I sit on the board of Junior Achievement Asia Pacific which runs an entrepreneurship competition for high school students. To start with we go into high schools and invite them to join the program. The children are then given the task to solve a global challenge like sustainability or healthcare. FedEx employees then volunteer to mentor these young kids and help them create a startup proposal which they then have to come and present to us. If they win the competition, they can continue to get mentorship and develop their idea in the real world. A lot of kids who go through this competition eventually launch their own businesses, and it has come full circle as some of the young entrepreneurs then come back into the program to inspire the next generation of kids by sharing their success stories. For me, it is such a worthwhile activity and the energy we get from these forums is amazing.

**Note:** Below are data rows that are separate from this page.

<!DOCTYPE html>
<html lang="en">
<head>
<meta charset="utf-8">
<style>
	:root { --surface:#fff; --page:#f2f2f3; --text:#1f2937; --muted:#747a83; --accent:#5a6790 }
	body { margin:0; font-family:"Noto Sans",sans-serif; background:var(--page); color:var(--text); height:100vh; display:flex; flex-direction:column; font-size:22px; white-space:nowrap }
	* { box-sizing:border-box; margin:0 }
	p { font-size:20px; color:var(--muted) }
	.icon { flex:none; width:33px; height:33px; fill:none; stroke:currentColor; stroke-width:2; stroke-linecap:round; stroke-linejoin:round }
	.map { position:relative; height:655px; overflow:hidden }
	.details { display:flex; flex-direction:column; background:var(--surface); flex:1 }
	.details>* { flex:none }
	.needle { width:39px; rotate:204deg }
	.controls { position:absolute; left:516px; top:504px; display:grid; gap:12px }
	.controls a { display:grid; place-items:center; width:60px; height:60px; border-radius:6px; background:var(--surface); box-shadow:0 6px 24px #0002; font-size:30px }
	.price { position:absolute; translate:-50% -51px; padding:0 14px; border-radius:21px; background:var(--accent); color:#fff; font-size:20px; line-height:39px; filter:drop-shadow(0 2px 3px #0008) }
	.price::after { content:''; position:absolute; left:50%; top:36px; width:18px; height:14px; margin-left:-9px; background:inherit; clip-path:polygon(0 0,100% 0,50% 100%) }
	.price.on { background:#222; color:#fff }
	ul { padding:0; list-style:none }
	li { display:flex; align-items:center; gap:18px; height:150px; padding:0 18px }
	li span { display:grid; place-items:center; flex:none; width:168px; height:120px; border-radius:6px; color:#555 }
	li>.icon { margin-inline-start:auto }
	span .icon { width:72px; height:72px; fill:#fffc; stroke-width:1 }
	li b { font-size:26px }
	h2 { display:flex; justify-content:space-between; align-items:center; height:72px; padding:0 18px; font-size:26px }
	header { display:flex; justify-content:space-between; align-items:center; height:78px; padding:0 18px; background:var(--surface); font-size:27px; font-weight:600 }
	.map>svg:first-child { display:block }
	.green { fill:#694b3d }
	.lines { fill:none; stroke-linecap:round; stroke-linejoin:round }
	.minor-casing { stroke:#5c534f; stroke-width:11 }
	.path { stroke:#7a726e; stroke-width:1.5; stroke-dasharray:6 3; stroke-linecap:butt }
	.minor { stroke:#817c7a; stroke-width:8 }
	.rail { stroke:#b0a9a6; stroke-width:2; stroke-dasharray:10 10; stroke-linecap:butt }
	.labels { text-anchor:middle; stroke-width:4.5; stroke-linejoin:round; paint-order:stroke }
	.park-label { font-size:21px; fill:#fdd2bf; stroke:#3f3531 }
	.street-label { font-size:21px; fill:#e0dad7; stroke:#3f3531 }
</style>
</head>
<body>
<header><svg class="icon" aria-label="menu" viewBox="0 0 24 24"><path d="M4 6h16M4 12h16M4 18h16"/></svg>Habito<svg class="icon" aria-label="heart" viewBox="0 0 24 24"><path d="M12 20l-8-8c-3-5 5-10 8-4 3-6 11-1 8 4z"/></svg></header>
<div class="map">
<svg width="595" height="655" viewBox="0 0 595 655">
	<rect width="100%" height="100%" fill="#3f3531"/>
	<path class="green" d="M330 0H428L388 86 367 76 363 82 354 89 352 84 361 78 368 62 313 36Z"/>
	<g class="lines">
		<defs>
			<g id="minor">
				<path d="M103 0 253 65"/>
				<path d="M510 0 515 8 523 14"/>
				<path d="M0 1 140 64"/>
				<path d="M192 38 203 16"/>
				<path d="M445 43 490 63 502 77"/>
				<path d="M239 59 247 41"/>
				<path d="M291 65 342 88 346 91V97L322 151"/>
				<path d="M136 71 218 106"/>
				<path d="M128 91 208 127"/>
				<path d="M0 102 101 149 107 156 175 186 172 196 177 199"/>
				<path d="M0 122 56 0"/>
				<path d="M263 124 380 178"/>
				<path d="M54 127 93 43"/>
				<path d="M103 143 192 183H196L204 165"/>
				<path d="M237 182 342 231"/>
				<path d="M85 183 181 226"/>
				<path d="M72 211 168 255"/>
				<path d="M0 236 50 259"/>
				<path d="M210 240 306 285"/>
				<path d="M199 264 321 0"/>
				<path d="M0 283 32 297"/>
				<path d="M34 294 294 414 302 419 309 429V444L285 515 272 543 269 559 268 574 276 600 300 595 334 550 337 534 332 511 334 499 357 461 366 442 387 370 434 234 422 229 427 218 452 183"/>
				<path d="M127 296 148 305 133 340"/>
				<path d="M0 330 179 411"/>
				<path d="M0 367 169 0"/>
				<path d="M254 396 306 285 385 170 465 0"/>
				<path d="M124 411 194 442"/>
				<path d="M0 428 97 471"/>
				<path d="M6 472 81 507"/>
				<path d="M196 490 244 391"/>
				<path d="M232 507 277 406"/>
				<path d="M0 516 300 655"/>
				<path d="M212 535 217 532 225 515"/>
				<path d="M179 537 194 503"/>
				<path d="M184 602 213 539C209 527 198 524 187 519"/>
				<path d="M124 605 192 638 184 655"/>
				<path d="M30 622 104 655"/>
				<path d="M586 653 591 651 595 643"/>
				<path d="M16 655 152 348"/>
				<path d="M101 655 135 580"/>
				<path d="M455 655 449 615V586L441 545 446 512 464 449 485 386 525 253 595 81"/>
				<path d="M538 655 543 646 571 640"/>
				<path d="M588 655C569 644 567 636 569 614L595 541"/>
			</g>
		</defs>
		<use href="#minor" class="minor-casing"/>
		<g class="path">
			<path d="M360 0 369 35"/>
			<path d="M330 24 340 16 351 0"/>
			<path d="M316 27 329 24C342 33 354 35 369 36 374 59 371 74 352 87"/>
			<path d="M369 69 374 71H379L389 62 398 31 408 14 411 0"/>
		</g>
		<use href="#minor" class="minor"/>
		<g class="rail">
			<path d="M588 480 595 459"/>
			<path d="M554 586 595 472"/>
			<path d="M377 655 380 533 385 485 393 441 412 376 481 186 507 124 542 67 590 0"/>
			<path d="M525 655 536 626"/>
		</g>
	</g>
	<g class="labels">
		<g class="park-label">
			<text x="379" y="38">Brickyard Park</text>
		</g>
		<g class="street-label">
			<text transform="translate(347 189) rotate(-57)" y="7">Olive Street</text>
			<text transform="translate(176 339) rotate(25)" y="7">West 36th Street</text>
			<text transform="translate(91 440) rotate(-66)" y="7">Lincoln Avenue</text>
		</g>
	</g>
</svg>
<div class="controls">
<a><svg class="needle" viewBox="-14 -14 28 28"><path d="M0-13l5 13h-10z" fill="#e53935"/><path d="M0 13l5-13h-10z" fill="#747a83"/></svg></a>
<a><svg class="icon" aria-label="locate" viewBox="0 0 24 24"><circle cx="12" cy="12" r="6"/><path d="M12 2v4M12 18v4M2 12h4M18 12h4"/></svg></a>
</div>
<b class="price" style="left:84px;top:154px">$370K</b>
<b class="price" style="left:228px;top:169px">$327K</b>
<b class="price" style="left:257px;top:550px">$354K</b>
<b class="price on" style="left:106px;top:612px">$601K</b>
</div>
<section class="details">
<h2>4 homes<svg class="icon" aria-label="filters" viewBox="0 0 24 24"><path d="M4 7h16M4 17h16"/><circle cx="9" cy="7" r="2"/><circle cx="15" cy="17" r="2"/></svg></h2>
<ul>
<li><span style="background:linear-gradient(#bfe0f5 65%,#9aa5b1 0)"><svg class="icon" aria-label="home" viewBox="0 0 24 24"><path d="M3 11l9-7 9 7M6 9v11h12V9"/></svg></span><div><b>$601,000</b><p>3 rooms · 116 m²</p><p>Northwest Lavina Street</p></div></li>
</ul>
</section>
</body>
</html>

Q: How has the industry changed since you started at FedEx 26 years ago?
Firstly, you see a lot more women in the industry. So, while logistics still does not have a healthy 50/50
balance yet, when I look around, I do see more women than before in areas like marketing, customer
experience, sales and analytics. In operations, women are still a minority but we are actively recruiting women and helping them to understand the business.
In terms of technology, the industry has changed tremendously and not just in the number of solutions,
the ease of use, the customer centricity, and the personalization of solutions, which is a huge change from when I started. This year we are celebrating our 50th anniversary at FedEx and I was at FedEx when
we celebrated our 25th. Just looking back at the technological transformation, it is mind boggling
remembering the devices we used and how we are improving complex processes and delivering more intelligent supply chains for our customers today through machine learning, artificial intelligence, and
other advanced analytical methods.
There are also changes in innovation. When FedEx started 50 years ago, our founder really transformed the industry, or created one per se. Innovation has been in our DNA, and how we have created better solutions for our customers and created a better workplace for our employees. Today, we are making the world a better place by engaging with the global sustainability challenges. And in terms of diversity, equity and inclusion, the industry has taken big strides in terms of access and opportunities.
Q: What's kept you in the industry for so long?
Firstly, it is the energy I derive from being a part of the FedEx story. From where I grew up to when I joined FedEx, my view of the world was very small and I would put all kinds of constraints on my thinking. FedEx has taught me how to dream. I could have never imagined the opportunities that I found myself being able to access by joining this company. I have had nine different roles since I started! Obviously, it has also changed me as an individual by questioning my own self-limiting beliefs. The only way I have been able to grow is by keeping a growth mindset. So many opportunities have been made available to me, but I've had to work for them. And that's what has kept me energized.
What I’m excited about is how FedEx moves the world. It's the motion. Just think about it. 220 countries and territories we serve, and from these there are 100 plus countries and territories in my region alone. Every day something is happening in each of those countries. So just the excitement, the motion, that's what I truly enjoy and what inspires me to come to work every day and feel as if it was day one.
A version of this article appeared in Post & Parcel on May 10, 2023.